Caffeine, like other xanthines, also acts as a phosphodiesterase inhibitor.[141] As a competitive nonselective phosphodiesterase inhibitor,[142] caffeine raises intracellular cAMP, activates protein kinase A, inhibits TNF-alpha[143][144] and leukotriene[145] synthesis, and reduces inflammation and innate immunity.[145] Caffeine also affects the cholinergic system where it inhibits the enzyme acetylcholinesterase.

https://en.wikipedia.org/wiki/Caffeine

Huh. I’d never have guessed that, given its use in (non-prescription) cold-and-flu medicine.
It really shouldn't be to difficult to overcome. In the UK if you go in with an infection, you are quite likely to be told 'its probably viral, so there is no point prescribing antibiotics'
"Antibiotics can only be given to beef strictly by on-label usage"

That's wonderful news, if I understood it correctly. Did you mean that they completely stopped giving antibiotics to cattle unless and until said cattle is sick? Is that a regulation? Does it apply to chicken as well? Any links?

Yes, and they must complete the dosing regiment. I can't find a good link on it, but the regulation is part of the larger 2015 FDA Veterinary Feed Directive.

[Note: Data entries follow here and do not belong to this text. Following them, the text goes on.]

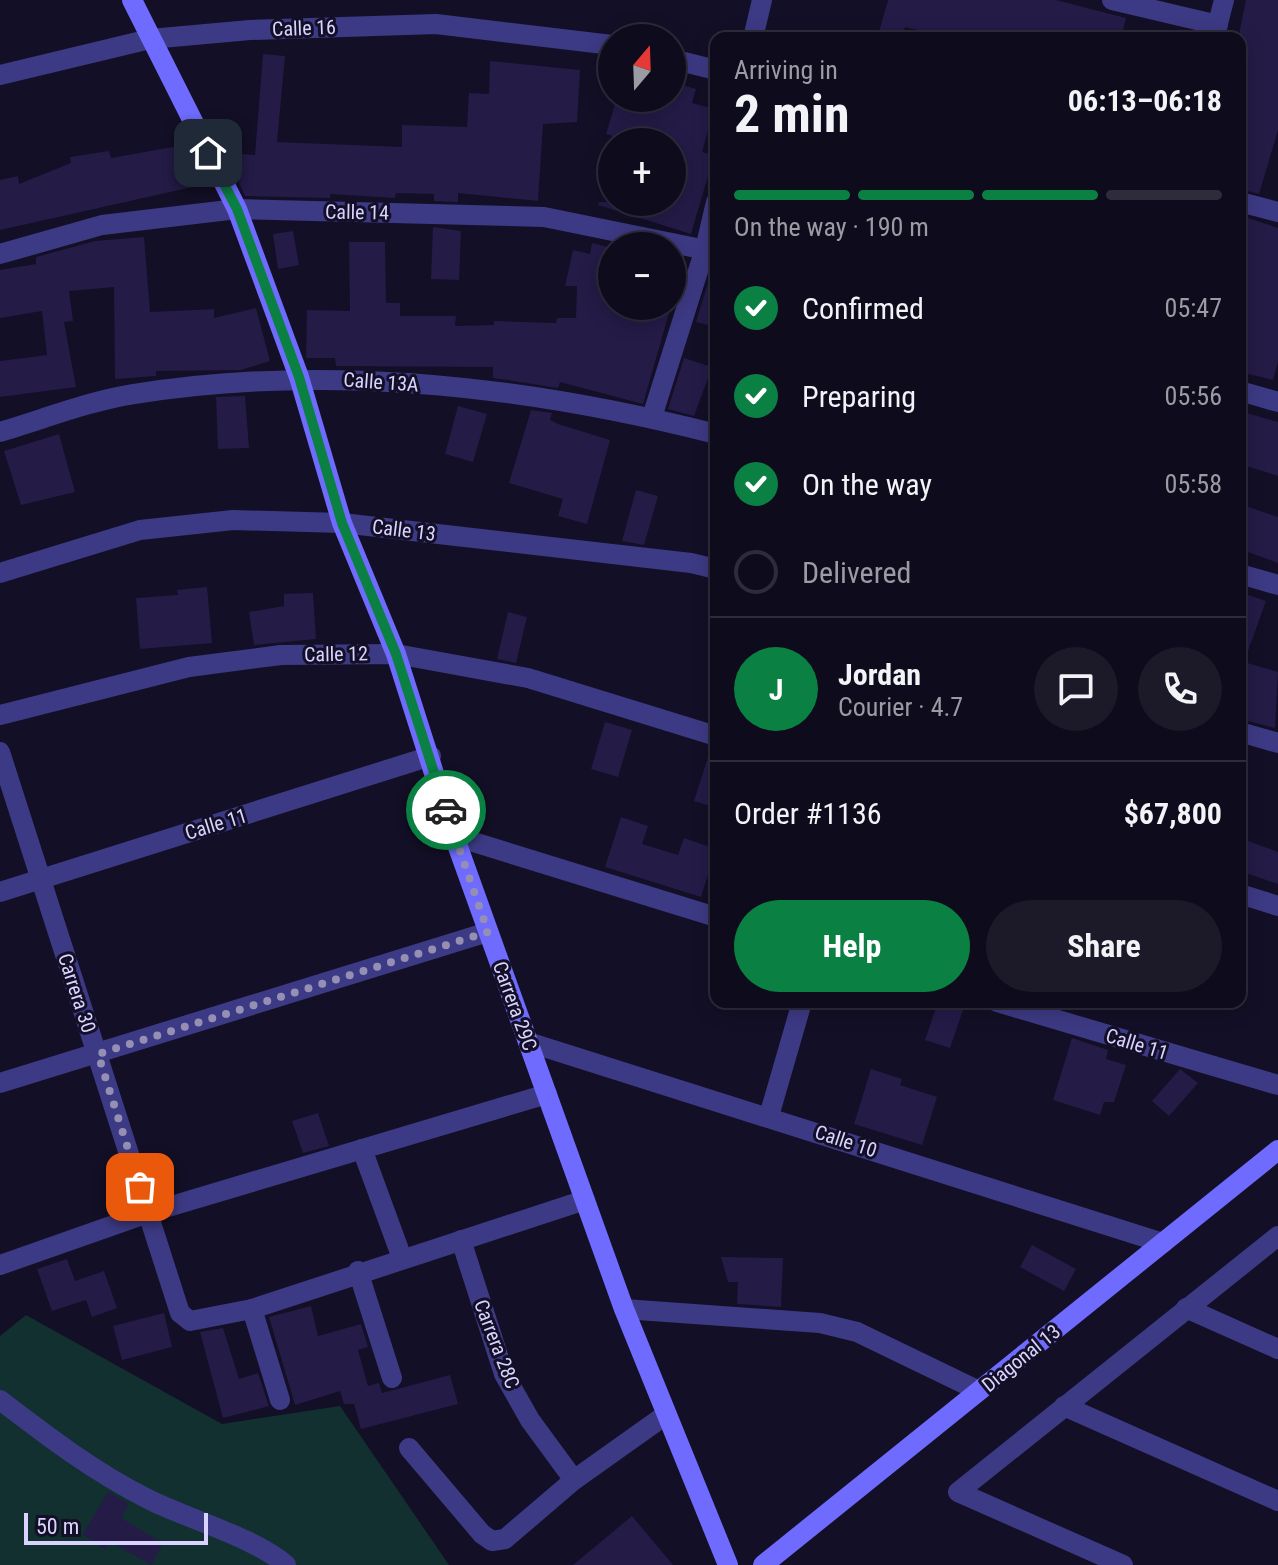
<!DOCTYPE html>
<html lang="en">
<head>
<meta charset="utf-8">
<style>
	:root { --surface:#0e0b1c; --page:#1c1929; --text:#f1f3f6; --muted:#9b9ba3; --line:#2e2b3b; --accent:#0b8043 }
	body { margin:0; font-family:"Roboto Condensed",sans-serif; background:var(--page); color:var(--text); height:100vh; display:flex; flex-direction:column; font-size:30px; white-space:nowrap }
	* { box-sizing:border-box; margin:0 }
	p { font-size:26px; color:var(--muted) }
	.icon { flex:none; width:44px; height:44px; fill:none; stroke:currentColor; stroke-width:2; stroke-linecap:round; stroke-linejoin:round }
	.map { position:relative; flex:1; overflow:hidden }
	.side { position:absolute; left:710px; top:32px; width:536px; height:976px; display:flex; flex-direction:column; background:var(--surface); border-radius:16px; box-shadow:0 4px 20px #0003,0 0 0 2px var(--line) }
	.side>* { flex:none }
	.needle { width:52px; rotate:19deg }
	.fabs { position:absolute; left:598px; top:24px; display:grid; gap:16px }
	.fabs a { display:grid; place-items:center; width:88px; height:88px; border-radius:50%; background:var(--surface); box-shadow:0 4px 20px #0003,0 0 0 2px var(--line); font-size:40px }
	.scale { position:absolute; left:24px; bottom:20px; width:184px; box-sizing:border-box; padding-left:8px; border:4px solid #d9d4ff; border-top:0; font-size:22px; line-height:28px; white-space:nowrap; color:#d9d4ff; -webkit-text-stroke:6px #130f26; paint-order:stroke }
	.pin { position:absolute; display:grid; place-items:center; width:68px; height:68px; color:#fff; margin:-34px; border-radius:16px; box-shadow:0 4px 12px #0006 }
	.courier { position:absolute; display:grid; place-items:center; width:80px; height:80px; margin:-40px; border:6px solid #0b8043; border-radius:50%; background:#fff; color:#222; box-shadow:0 2px 10px #0007 }
	.summary em { font-style:normal; font-weight:700 }
	.summary div { display:flex; flex-direction:column-reverse }
	.summary { display:flex; align-items:center; justify-content:space-between; height:136px; padding:0 24px }
	h1 { font-size:52px; font-weight:700; line-height:60px }
	.bar { display:grid; grid-template-columns:repeat(4,1fr); gap:12px 8px; align-content:center; height:96px; padding:0 24px }
	.bar i { height:10px; border-radius:6px; background:var(--line) }
	.bar .active { background:var(--accent) }
	.bar p { grid-column:span 4 }
	.line { display:flex; align-items:center; gap:20px; padding:0 24px; border-top:2px solid var(--line) }
	.line div { flex:1 }
	.round { display:grid; place-items:center; flex:none; width:84px; height:84px; border-radius:42px; background:var(--page) }
	ol { padding:0 24px; list-style:none }
	li { display:flex; align-items:center; gap:24px; height:88px }
	li p { margin-inline-start:auto }
	li .icon { padding:8px; border-radius:50%; background:var(--accent); color:#fff; stroke-width:4 }
	li:last-child { color:var(--muted) }
	li i { width:44px; height:44px; border:4px solid var(--line); border-radius:50% }
	.button { display:flex; gap:16px; margin-top:auto; padding:16px 24px }
	.button a { flex:1; height:92px; border-radius:48px; background:var(--accent); color:#fff; font-size:32px; font-weight:700; line-height:92px; text-align:center }
	.button a+a { background:var(--page); color:var(--text) }
	.map>svg:first-child { display:block }
	.green { fill:#12302f }
	.building { fill:#241b47 }
	.lines { fill:none; stroke-linecap:round; stroke-linejoin:round }
	.street { stroke:#3d3a85; stroke-width:20 }
	.secondary { stroke:#6f6bff; stroke-width:20 }
	.done { stroke:#948fb3; stroke-width:8; stroke-dasharray:0 14.4 }
	.route { stroke:#0b8043; stroke-width:10 }
	.labels { text-anchor:middle; stroke-width:6; stroke-linejoin:round; paint-order:stroke }
	.street-label { font-size:20px; fill:#d9d4ff; stroke:#130f26 }
</style>
</head>
<body>
<div class="map">
<svg width="1278" height="1565" viewBox="0 0 1278 1565">
	<rect width="100%" height="100%" fill="#130f26"/>
	<polygon class="green" points="26,1315 222,1424 340,1406 449,1565 0,1565 0,1336"/>
	<g class="building">
		<polygon points="888,0 1056,0 1126,18 1121,38 951,38 905,27 902,38 879,32"/>
		<polygon points="1246,0 1278,0 1278,130 1259,194 1240,189 1240,138 1245,121 1240,119 1240,29"/>
		<polygon points="263,54 285,56 277,142 402,147 402,125 467,127 469,93 489,94 490,61 580,70 577,122 543,124 538,201 458,193 458,202 434,201 434,194 396,193 395,198 330,194 330,198 245,196 239,183 240,154 255,155"/>
		<polygon points="672,82 696,89 692,103 714,109 702,152 714,155 691,234 598,205 599,202 672,202 672,142 610,142 612,136 606,134 617,98 672,98"/>
		<polygon points="190,144 197,186 0,230 0,180 18,176 19,184 71,163 70,157 109,151 111,158"/>
		<polygon points="1240,215 1278,228 1278,362 1273,380 1240,372"/>
		<polygon points="433,227 461,231 459,280 431,279"/>
		<polygon points="293,231 299,265 278,269 273,234"/>
		<polygon points="144,237 150,312 214,309 214,318 256,308 270,361 241,370 156,371 156,376 115,379 114,287 69,291 73,321 64,322 76,387 0,397 0,361 47,355 42,311 0,318 0,270 36,264 36,257 95,241"/>
		<polygon points="349,242 385,242 386,303 400,303 400,316 456,316 455,326 494,325 494,321 556,323 557,318 576,318 577,286 565,286 573,250 590,254 592,243 612,248 612,306 671,306 643,404 560,382 558,388 493,378 493,367 336,366 335,358 306,358 307,310 350,311"/>
		<polygon points="672,264 686,267 672,310"/>
		<polygon points="711,273 716,274 716,327 696,322"/>
		<polygon points="684,358 712,367 694,416 668,409"/>
		<polygon points="245,396 249,448 218,449 216,397"/>
		<polygon points="458,406 487,414 473,462 445,454"/>
		<polygon points="531,410 552,413 550,420 558,424 610,440 587,524 558,516 563,499 509,483"/>
		<polygon points="1240,411 1278,422 1278,476 1240,464"/>
		<polygon points="59,434 75,492 21,505 4,451"/>
		<polygon points="636,490 658,496 644,545 622,541"/>
		<polygon points="1240,504 1278,517 1278,563 1240,549"/>
		<polygon points="207,587 212,643 140,649 136,598 178,595 177,590"/>
		<polygon points="313,593 316,639 254,645 249,612 284,606 284,594"/>
		<polygon points="1245,594 1266,601 1244,662 1278,672 1275,728 1240,719 1240,607"/>
		<polygon points="508,612 527,617 516,663 497,659"/>
		<polygon points="605,722 632,730 618,777 591,769"/>
		<polygon points="711,748 716,749 716,808 694,801"/>
		<polygon points="621,817 648,826 642,844 678,855 684,838 716,849 701,897 605,867"/>
		<polygon points="1240,838 1278,852 1278,884 1240,871"/>
		<polygon points="938,1002 963,1010 950,1048 925,1040"/>
		<polygon points="1072,1038 1108,1050 1106,1059 1126,1065 1114,1102 1104,1102 1100,1115 1053,1100"/>
		<polygon points="871,1069 902,1079 900,1085 937,1097 922,1145 854,1124"/>
		<polygon points="1180,1069 1198,1083 1169,1116 1152,1101"/>
		<polygon points="318,1113 329,1146 303,1153 292,1121"/>
		<polygon points="1032,1245 1076,1269 1064,1291 1020,1267"/>
		<polygon points="721,1257 783,1258 781,1307 737,1304 738,1282 728,1282"/>
		<polygon points="67,1259 75,1281 104,1271 117,1308 92,1317 86,1300 52,1311 37,1269"/>
		<polygon points="311,1306 318,1336 361,1324 368,1347 358,1350 368,1386 379,1383 382,1393 450,1375 458,1404 361,1429 354,1404 344,1404 340,1391 295,1405 269,1317"/>
		<polygon points="164,1313 172,1347 122,1360 113,1326"/>
		<polygon points="223,1328 239,1379 258,1373 269,1406 223,1418 200,1332"/>
		<polygon points="108,1492 129,1504 121,1518 163,1543 151,1565 109,1541 105,1549 83,1534"/>
		<polygon points="632,1516 673,1565 573,1565"/>
	</g>
	<g class="lines">
		<g class="street">
			<polyline points="1112,0 1218,25"/>
			<polyline points="1215,35 1224,0"/>
			<polyline points="753,38 762,0"/>
			<polyline points="672,59 716,70"/>
			<polyline points="0,75 150,39 250,30 436,24 612,45"/>
			<polyline points="1240,202 1278,212"/>
			<polyline points="0,254 102,225 237,209 544,217 716,252"/>
			<polyline points="1240,391 1278,402"/>
			<polyline points="652,417 705,249 716,202"/>
			<path d="M0,432c44,-13 89,-31 134,-38 193,-31 393,-8 582,40"/>
			<polyline points="0,573 140,530 233,520 342,523 691,563 716,569"/>
			<polyline points="1240,574 1278,585"/>
			<polyline points="0,715 189,667 281,655 396,654 528,678 716,736"/>
			<polyline points="1240,732 1278,743"/>
			<polyline points="0,752 180,1313 190,1321 252,1309 585,1200"/>
			<polyline points="454,836 716,917"/>
			<polyline points="0,892 431,756"/>
			<polyline points="1240,894 1278,906"/>
			<polyline points="997,1002 1278,1085"/>
			<polyline points="528,1042 1163,1243"/>
			<polyline points="0,1083 488,932"/>
			<polyline points="769,1116 802,1002"/>
			<polyline points="362,1149 402,1258"/>
			<polyline points="461,1240 504,1374 530,1420 574,1480"/>
			<polyline points="0,1265 148,1213 547,1094"/>
			<polyline points="358,1271 392,1378"/>
			<polyline points="1186,1308 1278,1349"/>
			<polyline points="252,1309 280,1400"/>
			<polyline points="624,1309 820,1323 857,1332 979,1391"/>
			<path d="M0,1400c47,36 94,72 148,99 37,19 108,39 138,66"/>
			<polyline points="1064,1406 1278,1501"/>
			<polyline points="409,1448 482,1534 492,1541 505,1539 574,1480 664,1416"/>
			<polyline points="1123,1565 958,1492 1278,1236"/>
		</g>
		<g class="secondary">
			<polyline points="132,0 237,209 299,377 342,523 396,654 454,836 624,1309 728,1565"/>
			<polyline points="763,1565 1278,1150"/>
		</g>
	</g>
	<g class="lines">
		<polyline class="done" points="140,1187 98,1054 488,932 446,810"/>
		<polyline class="route" points="208,153 237,209 299,377 342,523 396,654 446,810"/>
	</g>
	<g class="labels">
		<g class="street-label">
			<text transform="translate(304 28) rotate(-2)" y="7">Calle 16</text>
			<text transform="translate(357 212) rotate(1)" y="7">Calle 14</text>
			<text transform="translate(381 382) rotate(4)" y="7">Calle 13A</text>
			<text transform="translate(404 530) rotate(7)" y="7">Calle 13</text>
			<text transform="translate(336 654) rotate(-1)" y="7">Calle 12</text>
			<text transform="translate(216 824) rotate(-17)" y="7">Calle 11</text>
			<text transform="translate(77 993) rotate(72)" y="7">Carrera 30</text>
			<text transform="translate(515 1006) rotate(70)" y="7">Carrera 29C</text>
			<text transform="translate(1137 1044) rotate(17)" y="7">Calle 11</text>
			<text transform="translate(846 1141) rotate(18)" y="7">Calle 10</text>
			<text transform="translate(497 1344) rotate(69)" y="7">Carrera 28C</text>
			<text transform="translate(1021 1358) rotate(-39)" y="7">Diagonal 13</text>
		</g>
	</g>
</svg>
<div class="fabs">
<a><svg class="needle" viewBox="-14 -14 28 28"><path d="M0-13l5 13h-10z" fill="#e53935"/><path d="M0 13l5-13h-10z" fill="#9b9ba3"/></svg></a>
<a>+</a>
<a>−</a>
</div>
<div class="scale">50 m</div>
<div class="pin" style="left:140px;top:1187px;background:#ea580c"><svg class="icon" aria-label="bag" viewBox="0 0 24 24"><path d="M5 8h14l-1 12H6zM9 8a3 3 0 0 1 6 0"/></svg></div>
<div class="pin" style="left:208px;top:153px;background:#1f2937"><svg class="icon" aria-label="home" viewBox="0 0 24 24"><path d="M3 11l9-7 9 7M6 9v11h12V9"/></svg></div>
<div class="courier" style="left:446px;top:810px"><svg class="icon" aria-label="car" viewBox="0 0 24 24"><path d="M5 17H2v-5l4-1 3-4h7l3 4 3 1v5h-3M9 17h6M6 11h13"/><circle cx="7" cy="17" r="2"/><circle cx="17" cy="17" r="2"/></svg></div>
<section class="side">
<div class="summary"><div><h1>2 min</h1><p>Arriving in</p></div><em>06:13–06:18</em></div>
<div class="bar"><i class="active"></i><i class="active"></i><i class="active"></i><i></i><p>On the way · 190 m</p></div>
<ol>
<li><svg class="icon" aria-label="check" viewBox="0 0 24 24"><path d="M5 12l5 5 9-10"/></svg>Confirmed<p>05:47</p></li>
<li><svg class="icon" aria-label="check" viewBox="0 0 24 24"><path d="M5 12l5 5 9-10"/></svg>Preparing<p>05:56</p></li>
<li><svg class="icon" aria-label="check" viewBox="0 0 24 24"><path d="M5 12l5 5 9-10"/></svg>On the way<p>05:58</p></li>
<li><i></i>Delivered</li>
</ol>
<div class="line" style="height:144px"><b class="round" style="background:var(--accent);color:#fff">J</b><div><b>Jordan</b><p>Courier · 4.7</p></div><a class="round"><svg class="icon" aria-label="chat" viewBox="0 0 24 24"><path d="M4 5h16v11H9l-5 4z"/></svg></a><a class="round"><svg class="icon" aria-label="phone" viewBox="0 0 24 24"><path d="M5 4h4l2 5-3 2q2 4 5 5l2-3 5 2v4C11 20 4 13 5 4z"/></svg></a></div>
<div class="line" style="height:104px"><div>Order #1136</div><b>$67,800</b></div>
<div class="button"><a>Help</a><a>Share</a></div>
</section>
</div>
</body>
</html>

I'm not sure if it applies to chicken, however Perdue has been trying to save its damaged brand by removing antibiotics also used for humans entirely (about a decade ago), and semi-recently announced that only half of their chicken used any antibiotics at all and none used off-label; they also have antibiotic free sub-brands.

This is notable because Perdue is the third largest chicken product company, after Tyson (Tyson, Jimmy Dean, Hillshire Farm, Sara Lee, Ballpark, Wright's), and JBS (Pilgrim's, Swift, Plumrose), although both Tyson and JBS produce twice (each) as much chicken as Perdue does (giving Perdue 1/5th of the market).